The United States Supreme Court recently agreed to hear a petition by Octane Fitness LLC, which is seeking well over $1 million in attorneys fees after defeating a patent lawsuit brought by Icon Health & Fitness, Inc.


 

“This is an incredible opportunity for potentially changing how business is conducted across all industries affected by patent lawsuits,” said Dennis Lee, president and CEO of Octane Fitness. “We look forward to possibly helping curb baseless patent lawsuits in the future, thereby letting companies like ours focus valuable resources on their areas of expertise.”

 

 

In October 2012, the United States Court of Appeals for the Federal Circuit unanimously affirmed a previous ruling by the United States District Court for the District of Minnesota rejecting a claim by Icon Health and Fitness Inc., that several of Octane Fitness’s elliptical machines infringed upon two of its patents.
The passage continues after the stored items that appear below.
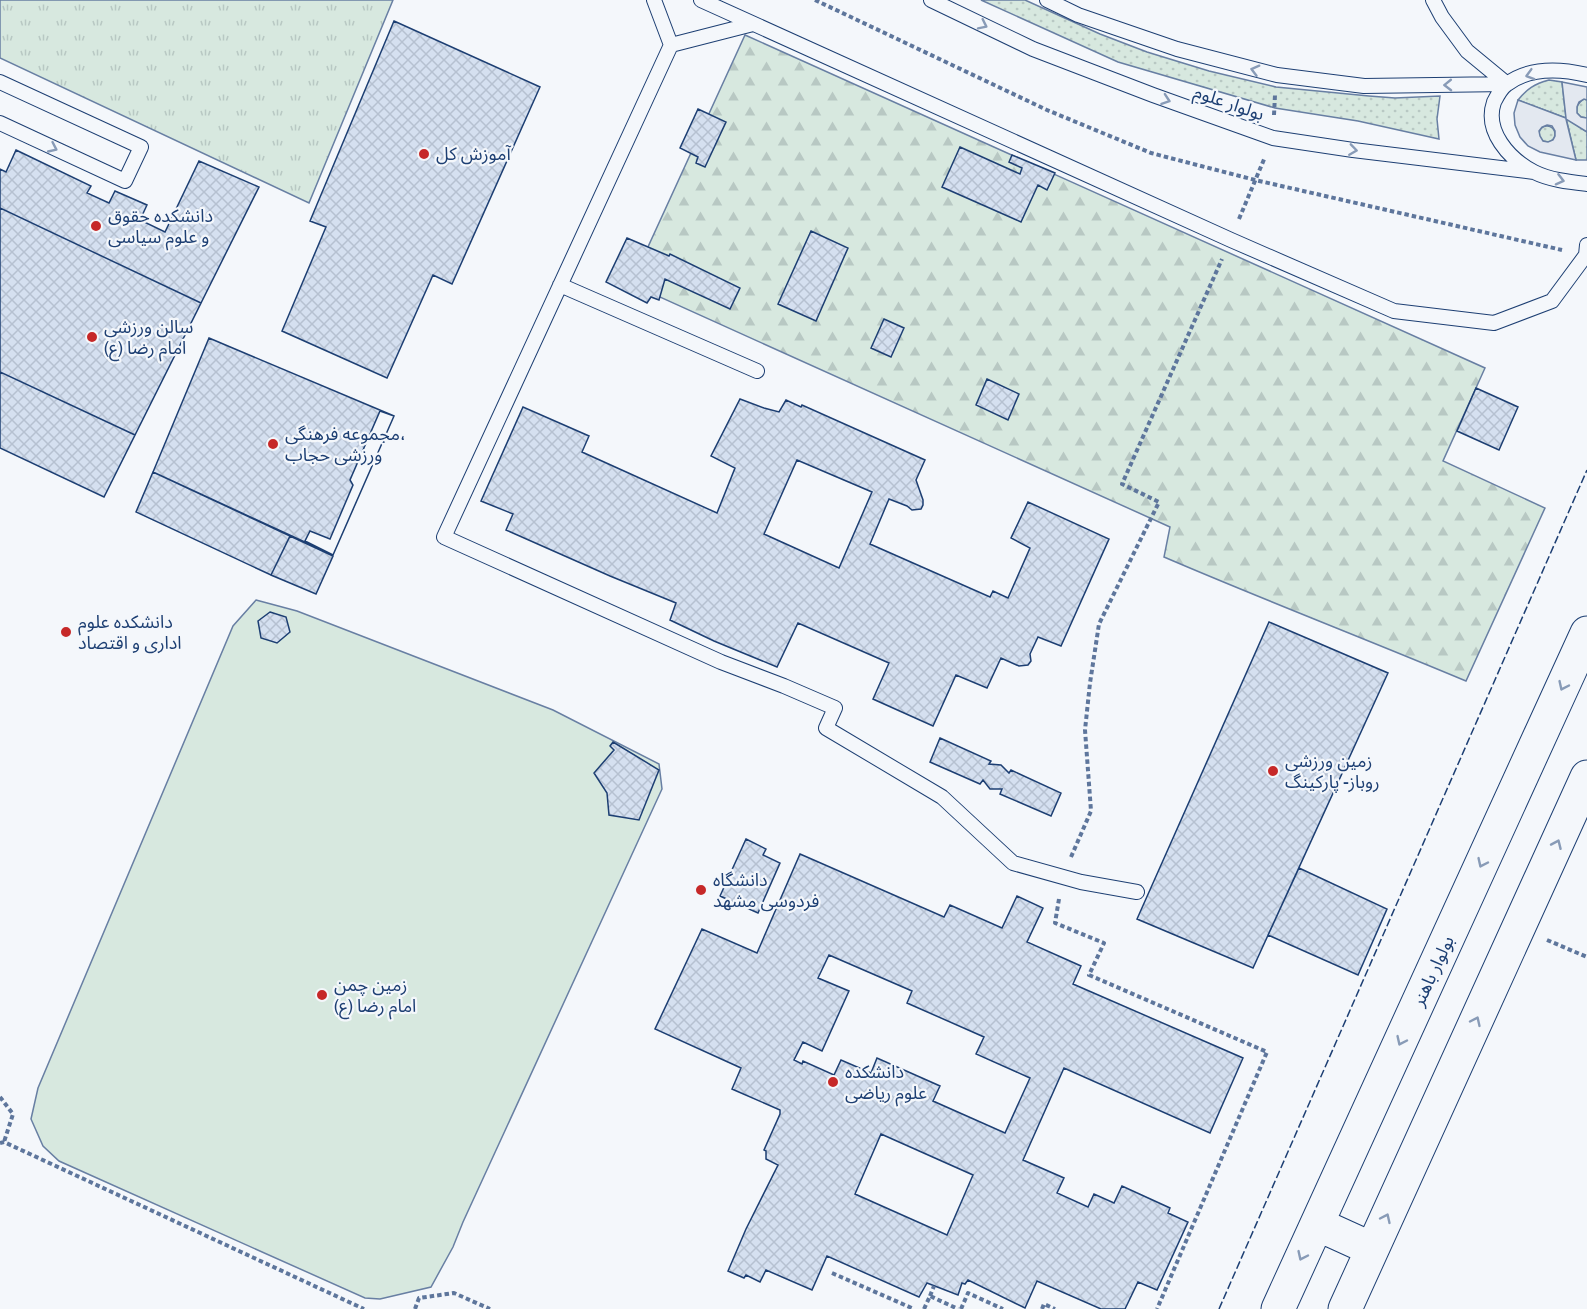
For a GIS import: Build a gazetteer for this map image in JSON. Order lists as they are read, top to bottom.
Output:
{
  "streets": {
    "street": ["بولوار باهنر"],
    "lane": ["بولوار علوم"]
  },
  "places": [
    "آموزش کل",
    "دانشکده حقوق و علوم سیاسی",
    "سالن ورزشی امام رضا (ع)",
    "مجموعه فرهنگی، ورزشی حجاب",
    "دانشکده علوم اداری و اقتصاد",
    "زمین ورزشی روباز- پارکینگ",
    "دانشگاه فردوسی مشهد",
    "زمین چمن امام رضا (ع)",
    "دانشکده علوم ریاضی"
  ]
}
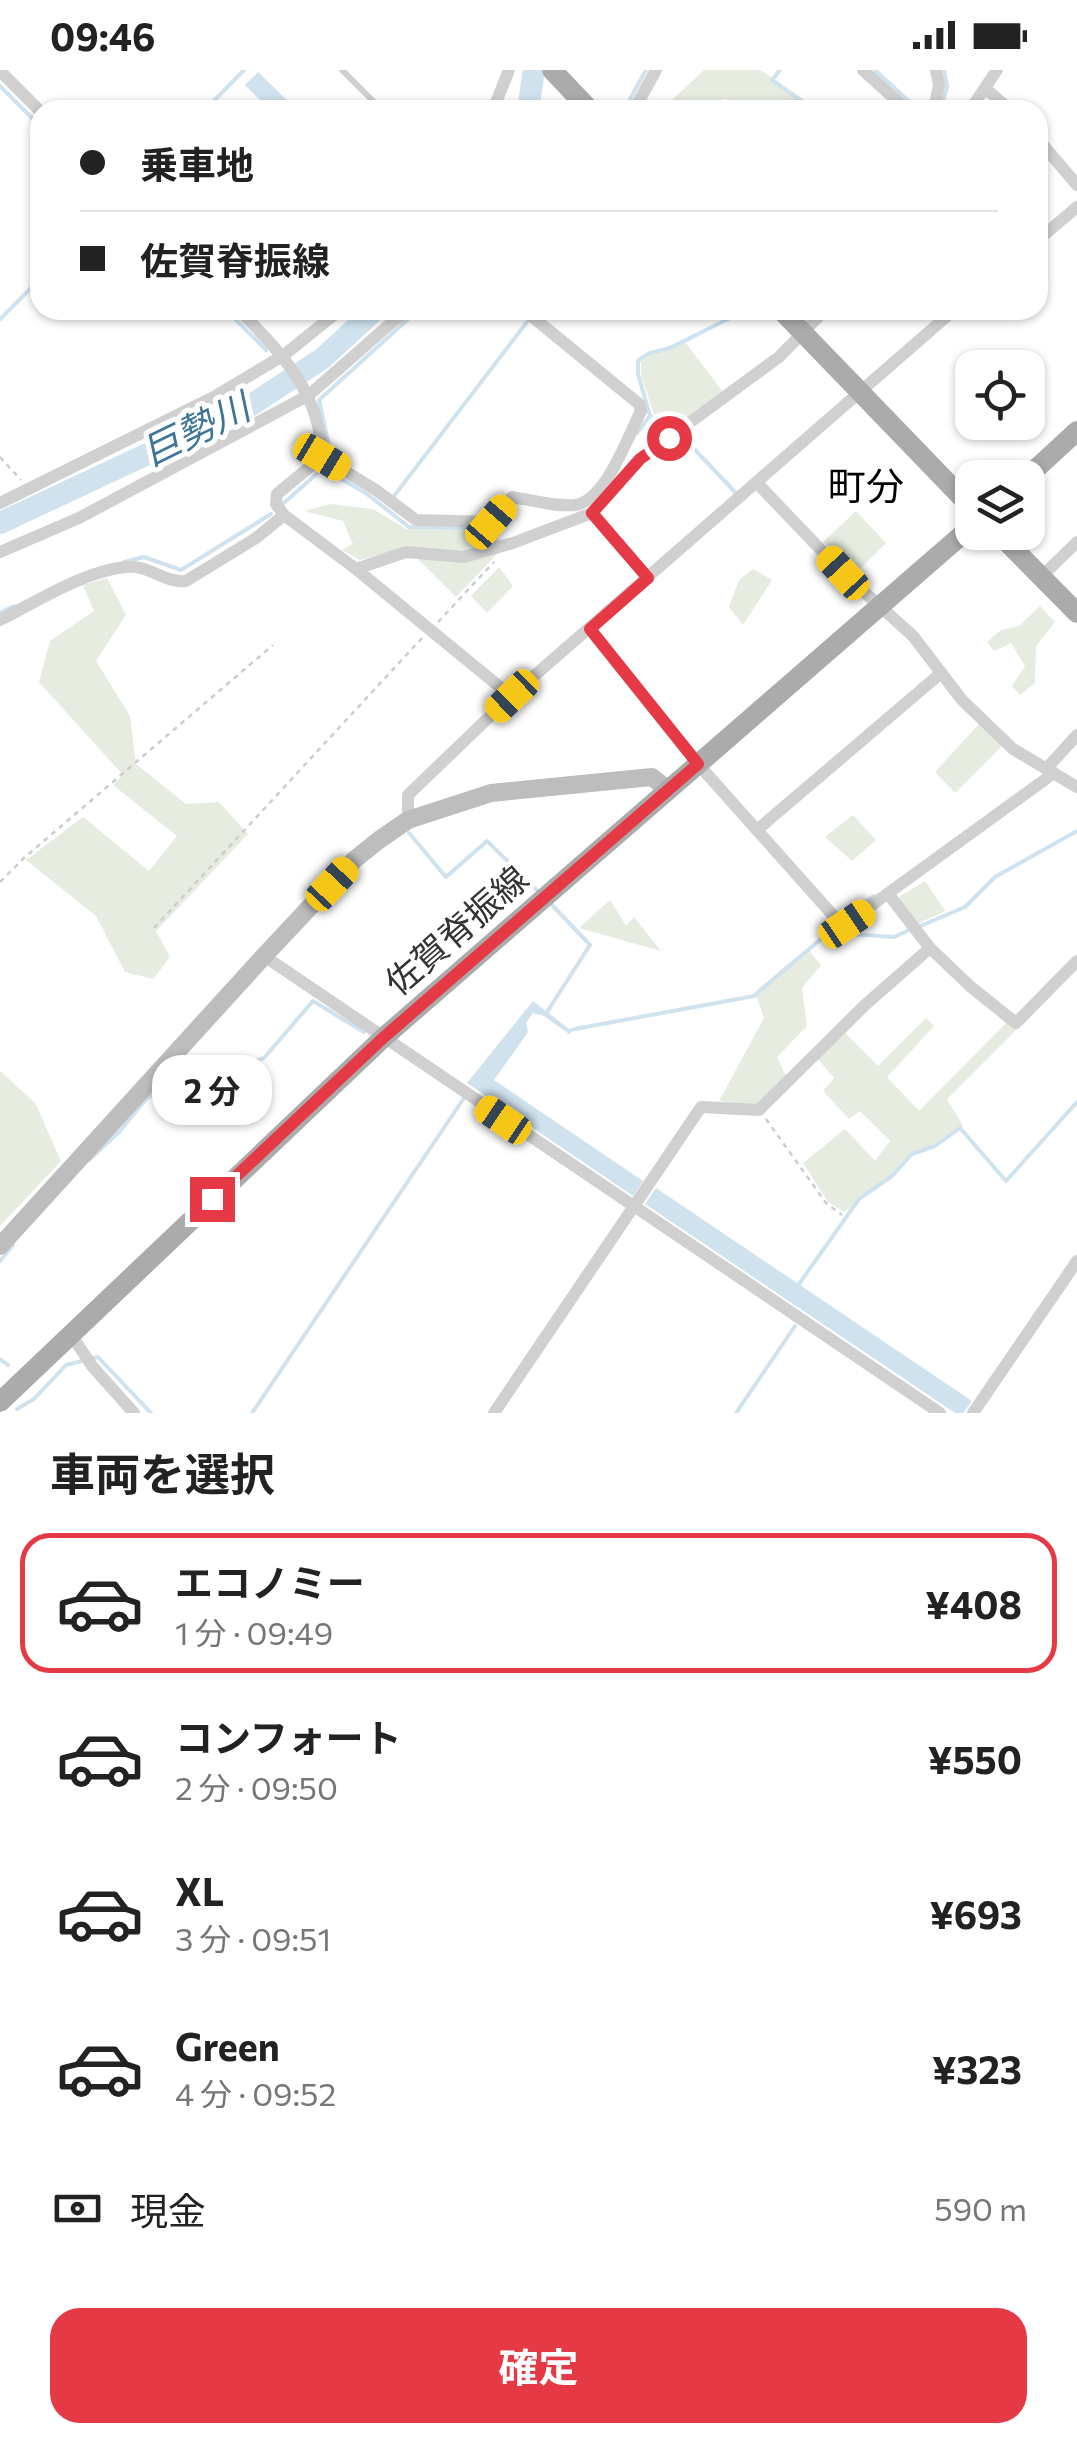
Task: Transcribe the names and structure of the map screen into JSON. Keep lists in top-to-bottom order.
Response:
{
  "streets": {
    "main road": ["佐賀脊振線"]
  },
  "districts": ["町分"],
  "water": ["巨勢川"],
  "page": {
    "status": "09:46",
    "banner": ["乗車地", "佐賀脊振線"],
    "bubble": "2 分",
    "heading": "車両を選択",
    "list": [
      {
        "name": "エコノミー",
        "note": "1 分 · 09:49",
        "value": "¥408"
      },
      {
        "name": "コンフォート",
        "note": "2 分 · 09:50",
        "value": "¥550"
      },
      {
        "name": "XL",
        "note": "3 分 · 09:51",
        "value": "¥693"
      },
      {
        "name": "Green",
        "note": "4 分 · 09:52",
        "value": "¥323"
      }
    ],
    "pay": ["現金", "590 m"],
    "buttons": "確定"
  }
}
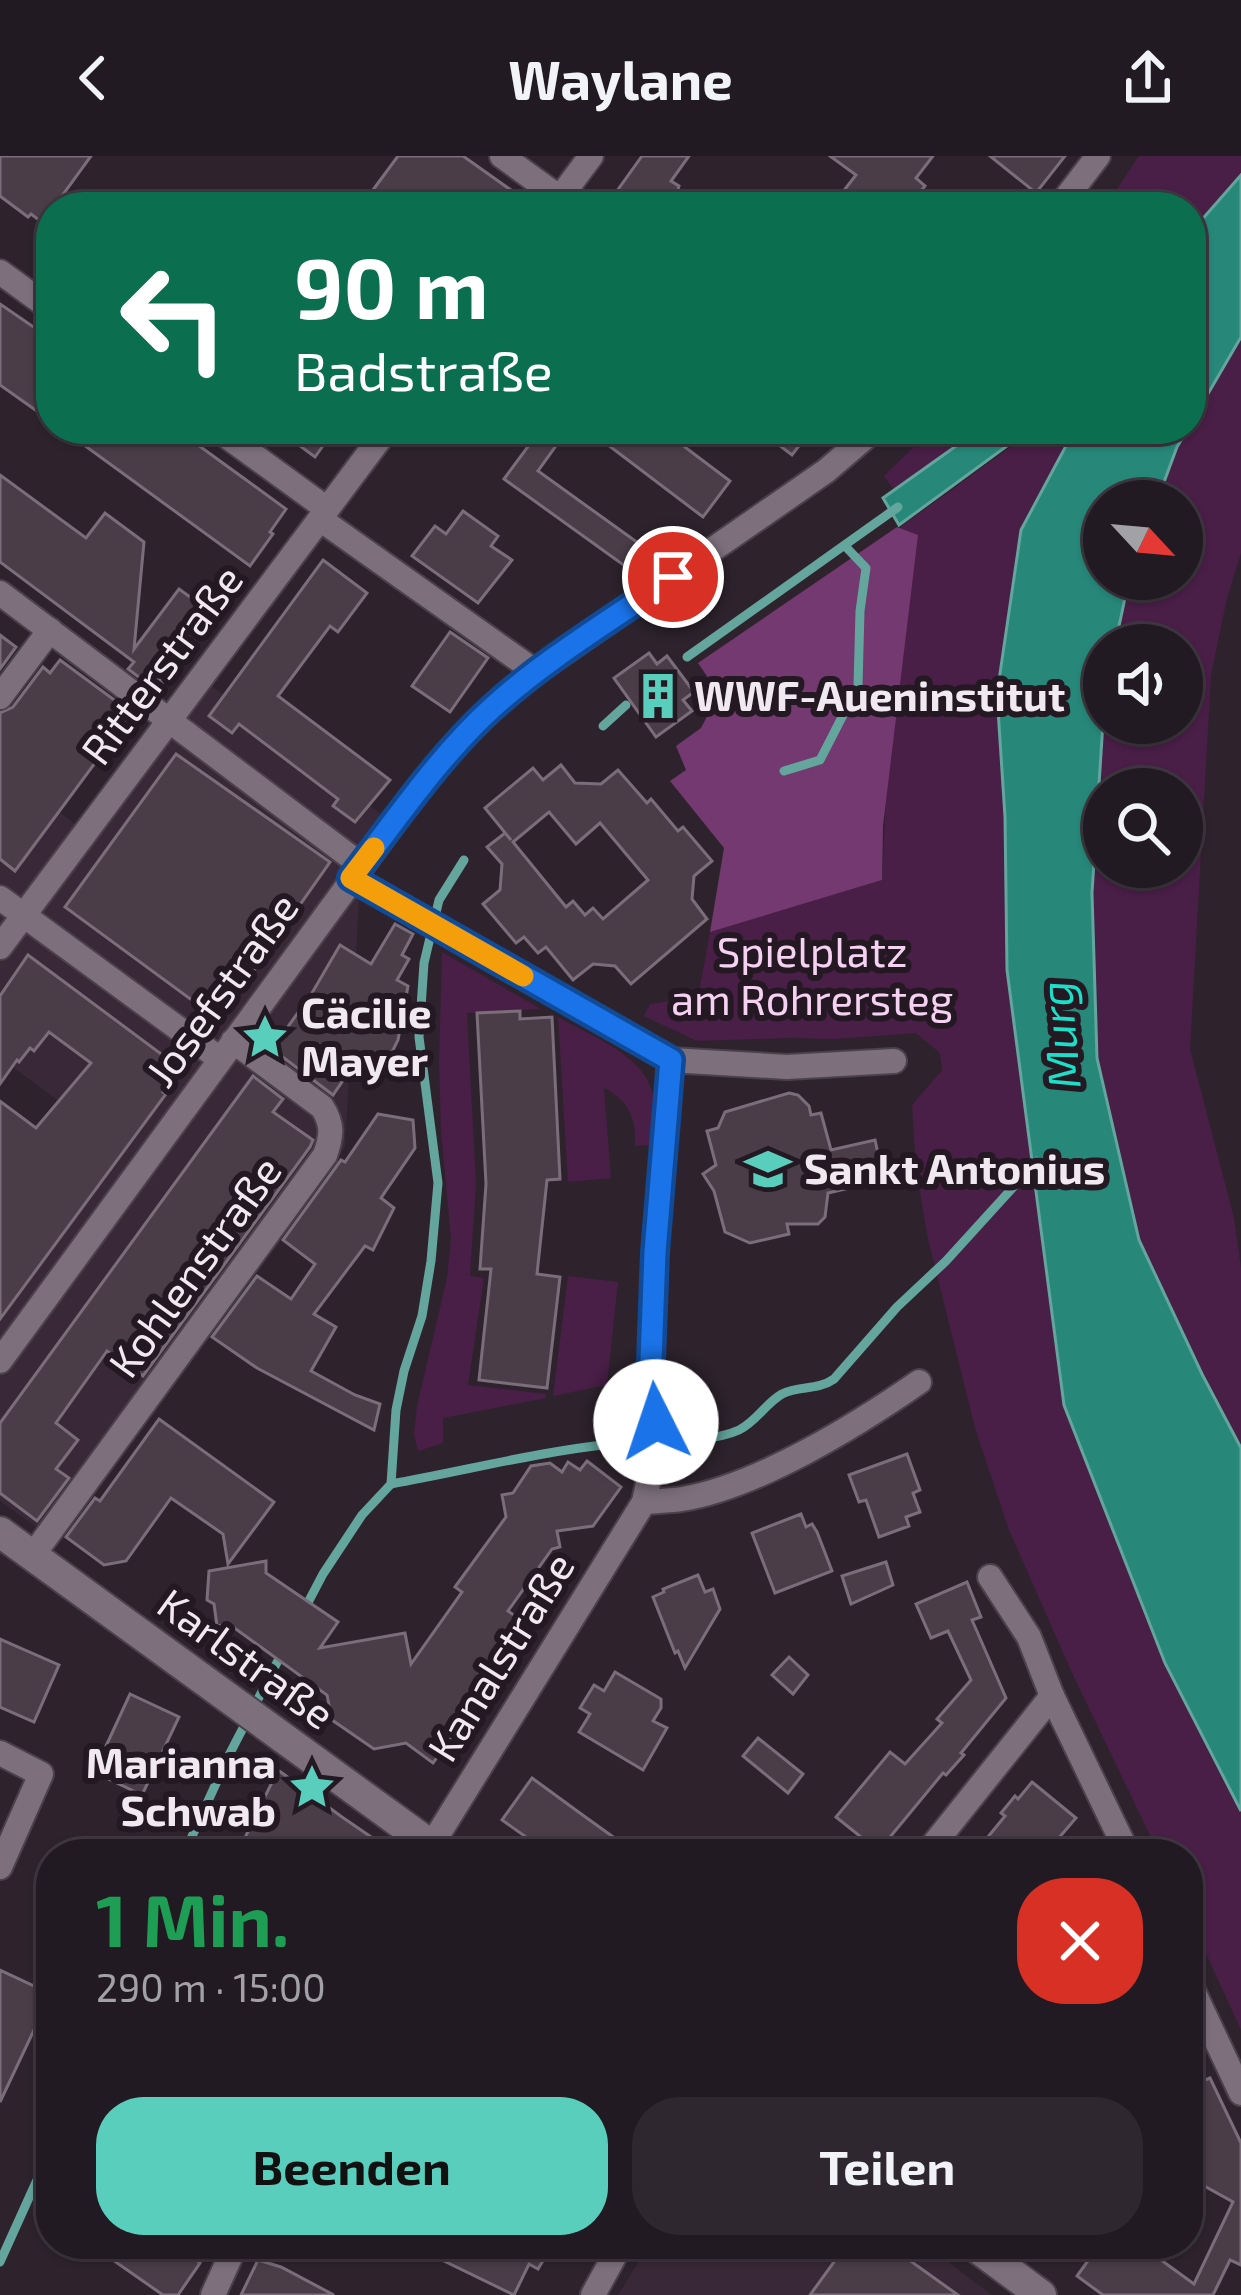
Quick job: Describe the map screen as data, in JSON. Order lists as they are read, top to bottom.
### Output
{
  "streets": {
    "street": [
      "Ritterstraße",
      "Josefstraße",
      "Kohlenstraße",
      "Kanalstraße",
      "Karlstraße"
    ]
  },
  "crossings": [
    ["Josefstraße", "Kohlenstraße"],
    ["Kohlenstraße", "Karlstraße"]
  ],
  "water": ["Murg"],
  "parks": ["Spielplatz am Rohrersteg"],
  "places": {
    "building": ["WWF-Aueninstitut"],
    "place": ["Cäcilie Mayer", "Marianna Schwab"],
    "school or university": ["Sankt Antonius"]
  },
  "north": "bottom right",
  "page": {
    "header": "Waylane",
    "turn": ["90 m", "Badstraße"],
    "heading": ["1 Min.", "290 m · 15:00"],
    "buttons": ["Beenden", "Teilen"]
  }
}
At this time, Octane was denied attorneys’ fees because the case wasn’t deemed “exceptional” enough to warrant them.

 

 

In its petition, Octane argued that this statutory interpretation has become a “rigid and virtually insurmountable test,” which “encourages overly aggressive and unscrupulous patent owners to assert weak patent claims to coerce patent settlements or otherwise gain unfair competitive advantage.”

 

 

Octane submits that trial judges should be able to award fees when a patent holder “unreasonably pursues a case having an objectively low likelihood of success” to serve as a deterrent to litigation abuse via groundless lawsuits.

 

 

“We founded Octane on proprietary, patented fitness equipment designs, and have built the company on innovation and due diligence to ensure that our intellectual property does not infringe upon other patents,” noted Lee.

 

 

The Supreme Court is expected to hear the case, number 12-1184, in February 2014.